Positive Bilanz nach einem Jahr Zusammenarbeit von Kreis und Arbeitsagentur
Start des neuen Jobcenters Kreis Ahrweiler ist hervorragend gelungen
Jeder Partner brachte seinen Kompetenzen und Stärken bürgernah und bedarfsorientiert ein
Kreis Ahrweiler. Seit nunmehr einem Jahr bündelt das „Jobcenter Landkreis Ahrweiler“ sämtliche bis dahin bei der Arbeitsagentur Mayen und den Sozialämtern angesiedelten Leistungen unter einem Dach. In den drei Geschäftsstellen in Bad Neuenahr-Ahrweiler, Sinzig und Adenau betreuen insgesamt 72 Mitarbeiter (unter ihnen sieben kommunale Mitarbeiter, sechs davon vom Kreis) die aktuell knapp 5000 im Kreisgebiet lebenden Hartz-IV-Empfänger in allen Fragen rund um die Themen „Arbeitsvermittlung“, „Arbeitslosengeld II“ und „Kosten der Unterkunft“.

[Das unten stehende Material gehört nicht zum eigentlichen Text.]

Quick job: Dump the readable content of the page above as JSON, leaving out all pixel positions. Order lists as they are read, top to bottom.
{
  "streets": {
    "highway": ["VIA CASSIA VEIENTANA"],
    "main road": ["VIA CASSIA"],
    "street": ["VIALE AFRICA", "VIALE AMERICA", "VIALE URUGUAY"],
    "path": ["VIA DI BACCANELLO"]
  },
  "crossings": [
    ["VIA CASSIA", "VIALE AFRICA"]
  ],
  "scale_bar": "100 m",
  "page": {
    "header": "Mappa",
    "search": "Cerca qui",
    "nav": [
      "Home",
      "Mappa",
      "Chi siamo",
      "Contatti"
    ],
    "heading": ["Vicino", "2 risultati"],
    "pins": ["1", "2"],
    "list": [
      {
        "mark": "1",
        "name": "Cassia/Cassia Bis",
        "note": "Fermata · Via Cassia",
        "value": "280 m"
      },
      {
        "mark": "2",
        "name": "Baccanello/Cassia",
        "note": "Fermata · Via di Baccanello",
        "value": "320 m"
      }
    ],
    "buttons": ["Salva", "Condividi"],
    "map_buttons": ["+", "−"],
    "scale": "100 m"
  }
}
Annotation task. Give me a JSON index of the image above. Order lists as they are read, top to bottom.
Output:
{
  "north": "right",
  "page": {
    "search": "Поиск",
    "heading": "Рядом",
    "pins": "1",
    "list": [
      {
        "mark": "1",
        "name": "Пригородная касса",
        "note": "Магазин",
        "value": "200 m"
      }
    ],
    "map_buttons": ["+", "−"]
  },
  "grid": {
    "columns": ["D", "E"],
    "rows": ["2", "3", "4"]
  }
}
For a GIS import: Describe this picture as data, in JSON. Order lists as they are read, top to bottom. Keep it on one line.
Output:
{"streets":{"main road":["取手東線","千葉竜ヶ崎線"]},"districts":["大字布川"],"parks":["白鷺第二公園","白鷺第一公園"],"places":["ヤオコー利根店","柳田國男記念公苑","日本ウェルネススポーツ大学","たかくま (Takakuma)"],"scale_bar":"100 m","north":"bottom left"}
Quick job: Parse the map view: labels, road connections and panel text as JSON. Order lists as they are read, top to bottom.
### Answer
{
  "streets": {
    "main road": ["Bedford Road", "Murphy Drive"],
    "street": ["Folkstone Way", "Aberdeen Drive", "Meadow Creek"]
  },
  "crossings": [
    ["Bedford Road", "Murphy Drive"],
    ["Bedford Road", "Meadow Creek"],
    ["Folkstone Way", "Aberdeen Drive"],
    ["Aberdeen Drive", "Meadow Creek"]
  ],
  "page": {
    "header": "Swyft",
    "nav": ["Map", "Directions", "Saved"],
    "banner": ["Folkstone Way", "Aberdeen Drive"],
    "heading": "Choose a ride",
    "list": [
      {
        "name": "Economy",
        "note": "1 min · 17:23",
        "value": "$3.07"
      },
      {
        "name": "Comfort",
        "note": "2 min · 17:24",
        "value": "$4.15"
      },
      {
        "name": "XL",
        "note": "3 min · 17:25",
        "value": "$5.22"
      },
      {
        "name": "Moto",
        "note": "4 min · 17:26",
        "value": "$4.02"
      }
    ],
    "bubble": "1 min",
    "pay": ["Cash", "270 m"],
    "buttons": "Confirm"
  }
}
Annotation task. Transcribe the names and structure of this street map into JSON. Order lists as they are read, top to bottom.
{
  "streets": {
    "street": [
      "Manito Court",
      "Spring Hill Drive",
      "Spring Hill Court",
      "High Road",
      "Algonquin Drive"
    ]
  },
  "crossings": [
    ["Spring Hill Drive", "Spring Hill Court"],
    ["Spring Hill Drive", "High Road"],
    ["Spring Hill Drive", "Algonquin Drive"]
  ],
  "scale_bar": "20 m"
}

Auf einer gemeinsamen Pressekonferenz zogen jetzt die Chefin der Agentur für Arbeit Koblenz-Mayen, Ulrike Mohrs, Landrat Dr. Jürgen Pföhler und der Geschäftsführer des Jobcenters, Theo Krayer, eine erste Bilanz. Dabei stand weniger die Entwicklung des Arbeitsmarktes und der Arbeitslosenzahlen im Fokus als vielmehr der „politische Umstellungsprozess“, der - so zeigten sich die Verantwortlichen einig - dank des Engagements aller Beteiligten zu einem erfolgreichen Abschluss gebracht worden sei.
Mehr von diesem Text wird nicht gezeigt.